[Dataset entries]
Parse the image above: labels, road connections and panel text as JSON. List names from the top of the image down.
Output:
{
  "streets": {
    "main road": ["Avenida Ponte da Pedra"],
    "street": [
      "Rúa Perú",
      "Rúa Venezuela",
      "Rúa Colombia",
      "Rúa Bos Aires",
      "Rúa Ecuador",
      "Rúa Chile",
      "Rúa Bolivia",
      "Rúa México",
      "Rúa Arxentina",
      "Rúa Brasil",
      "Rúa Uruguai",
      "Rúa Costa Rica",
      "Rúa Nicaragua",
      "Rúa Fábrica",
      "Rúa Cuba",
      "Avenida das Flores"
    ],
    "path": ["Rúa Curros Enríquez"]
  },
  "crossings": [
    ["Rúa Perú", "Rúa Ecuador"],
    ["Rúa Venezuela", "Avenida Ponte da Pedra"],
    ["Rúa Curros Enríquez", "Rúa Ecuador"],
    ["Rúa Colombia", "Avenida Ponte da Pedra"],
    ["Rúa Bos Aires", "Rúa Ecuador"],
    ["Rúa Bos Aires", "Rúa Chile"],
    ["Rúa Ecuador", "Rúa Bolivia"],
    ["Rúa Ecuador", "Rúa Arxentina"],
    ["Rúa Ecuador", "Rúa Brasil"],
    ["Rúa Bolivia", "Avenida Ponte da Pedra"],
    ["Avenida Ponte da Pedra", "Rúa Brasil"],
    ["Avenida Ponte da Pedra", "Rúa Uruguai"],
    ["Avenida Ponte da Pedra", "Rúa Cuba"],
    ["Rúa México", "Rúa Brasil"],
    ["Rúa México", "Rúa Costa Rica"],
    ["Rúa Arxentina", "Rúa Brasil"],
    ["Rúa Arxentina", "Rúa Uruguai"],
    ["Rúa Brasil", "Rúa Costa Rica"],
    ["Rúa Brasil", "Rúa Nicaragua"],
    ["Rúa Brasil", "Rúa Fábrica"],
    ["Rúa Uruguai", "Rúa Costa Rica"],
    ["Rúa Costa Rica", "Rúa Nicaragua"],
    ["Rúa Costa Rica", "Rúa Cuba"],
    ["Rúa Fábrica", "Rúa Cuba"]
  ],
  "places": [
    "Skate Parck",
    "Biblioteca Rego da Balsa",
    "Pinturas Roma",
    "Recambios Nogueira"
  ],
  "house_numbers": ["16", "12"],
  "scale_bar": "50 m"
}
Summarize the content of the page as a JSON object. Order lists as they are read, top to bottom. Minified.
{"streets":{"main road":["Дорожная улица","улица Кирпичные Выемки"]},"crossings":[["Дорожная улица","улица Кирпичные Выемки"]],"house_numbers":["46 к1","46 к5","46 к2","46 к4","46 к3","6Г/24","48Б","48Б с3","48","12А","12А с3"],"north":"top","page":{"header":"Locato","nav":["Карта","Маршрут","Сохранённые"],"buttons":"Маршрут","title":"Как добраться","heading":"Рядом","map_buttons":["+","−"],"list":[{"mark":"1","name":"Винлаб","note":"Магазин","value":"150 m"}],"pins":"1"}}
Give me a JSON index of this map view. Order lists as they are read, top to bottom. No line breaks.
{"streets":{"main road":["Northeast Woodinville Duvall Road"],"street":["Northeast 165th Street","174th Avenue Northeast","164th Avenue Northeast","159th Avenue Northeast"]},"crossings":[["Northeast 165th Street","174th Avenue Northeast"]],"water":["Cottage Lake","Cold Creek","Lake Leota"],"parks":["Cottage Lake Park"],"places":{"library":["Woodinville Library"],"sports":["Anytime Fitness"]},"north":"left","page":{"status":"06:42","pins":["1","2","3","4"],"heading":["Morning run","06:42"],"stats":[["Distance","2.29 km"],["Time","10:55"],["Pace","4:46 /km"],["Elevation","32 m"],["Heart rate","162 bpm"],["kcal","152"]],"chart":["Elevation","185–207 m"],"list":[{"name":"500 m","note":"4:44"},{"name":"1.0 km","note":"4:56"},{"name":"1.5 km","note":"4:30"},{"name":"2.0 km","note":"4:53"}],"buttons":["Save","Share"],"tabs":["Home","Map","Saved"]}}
[/Dataset entries]
**Instructions to follow:** Transcribe the material above word for word.

**Response box:**
Parse the image above: labels, road connections and panel text as JSON. List names from the top of the image down.
Output:
{
  "streets": {
    "main road": ["Avenida Ponte da Pedra"],
    "street": [
      "Rúa Perú",
      "Rúa Venezuela",
      "Rúa Colombia",
      "Rúa Bos Aires",
      "Rúa Ecuador",
      "Rúa Chile",
      "Rúa Bolivia",
      "Rúa México",
      "Rúa Arxentina",
      "Rúa Brasil",
      "Rúa Uruguai",
      "Rúa Costa Rica",
      "Rúa Nicaragua",
      "Rúa Fábrica",
      "Rúa Cuba",
      "Avenida das Flores"
    ],
    "path": ["Rúa Curros Enríquez"]
  },
  "crossings": [
    ["Rúa Perú", "Rúa Ecuador"],
    ["Rúa Venezuela", "Avenida Ponte da Pedra"],
    ["Rúa Curros Enríquez", "Rúa Ecuador"],
    ["Rúa Colombia", "Avenida Ponte da Pedra"],
    ["Rúa Bos Aires", "Rúa Ecuador"],
    ["Rúa Bos Aires", "Rúa Chile"],
    ["Rúa Ecuador", "Rúa Bolivia"],
    ["Rúa Ecuador", "Rúa Arxentina"],
    ["Rúa Ecuador", "Rúa Brasil"],
    ["Rúa Bolivia", "Avenida Ponte da Pedra"],
    ["Avenida Ponte da Pedra", "Rúa Brasil"],
    ["Avenida Ponte da Pedra", "Rúa Uruguai"],
    ["Avenida Ponte da Pedra", "Rúa Cuba"],
    ["Rúa México", "Rúa Brasil"],
    ["Rúa México", "Rúa Costa Rica"],
    ["Rúa Arxentina", "Rúa Brasil"],
    ["Rúa Arxentina", "Rúa Uruguai"],
    ["Rúa Brasil", "Rúa Costa Rica"],
    ["Rúa Brasil", "Rúa Nicaragua"],
    ["Rúa Brasil", "Rúa Fábrica"],
    ["Rúa Uruguai", "Rúa Costa Rica"],
    ["Rúa Costa Rica", "Rúa Nicaragua"],
    ["Rúa Costa Rica", "Rúa Cuba"],
    ["Rúa Fábrica", "Rúa Cuba"]
  ],
  "places": [
    "Skate Parck",
    "Biblioteca Rego da Balsa",
    "Pinturas Roma",
    "Recambios Nogueira"
  ],
  "house_numbers": ["16", "12"],
  "scale_bar": "50 m"
}
Summarize the content of the page as a JSON object. Order lists as they are read, top to bottom. Minified.
{"streets":{"main road":["Дорожная улица","улица Кирпичные Выемки"]},"crossings":[["Дорожная улица","улица Кирпичные Выемки"]],"house_numbers":["46 к1","46 к5","46 к2","46 к4","46 к3","6Г/24","48Б","48Б с3","48","12А","12А с3"],"north":"top","page":{"header":"Locato","nav":["Карта","Маршрут","Сохранённые"],"buttons":"Маршрут","title":"Как добраться","heading":"Рядом","map_buttons":["+","−"],"list":[{"mark":"1","name":"Винлаб","note":"Магазин","value":"150 m"}],"pins":"1"}}
Give me a JSON index of this map view. Order lists as they are read, top to bottom. No line breaks.
{"streets":{"main road":["Northeast Woodinville Duvall Road"],"street":["Northeast 165th Street","174th Avenue Northeast","164th Avenue Northeast","159th Avenue Northeast"]},"crossings":[["Northeast 165th Street","174th Avenue Northeast"]],"water":["Cottage Lake","Cold Creek","Lake Leota"],"parks":["Cottage Lake Park"],"places":{"library":["Woodinville Library"],"sports":["Anytime Fitness"]},"north":"left","page":{"status":"06:42","pins":["1","2","3","4"],"heading":["Morning run","06:42"],"stats":[["Distance","2.29 km"],["Time","10:55"],["Pace","4:46 /km"],["Elevation","32 m"],["Heart rate","162 bpm"],["kcal","152"]],"chart":["Elevation","185–207 m"],"list":[{"name":"500 m","note":"4:44"},{"name":"1.0 km","note":"4:56"},{"name":"1.5 km","note":"4:30"},{"name":"2.0 km","note":"4:53"}],"buttons":["Save","Share"],"tabs":["Home","Map","Saved"]}}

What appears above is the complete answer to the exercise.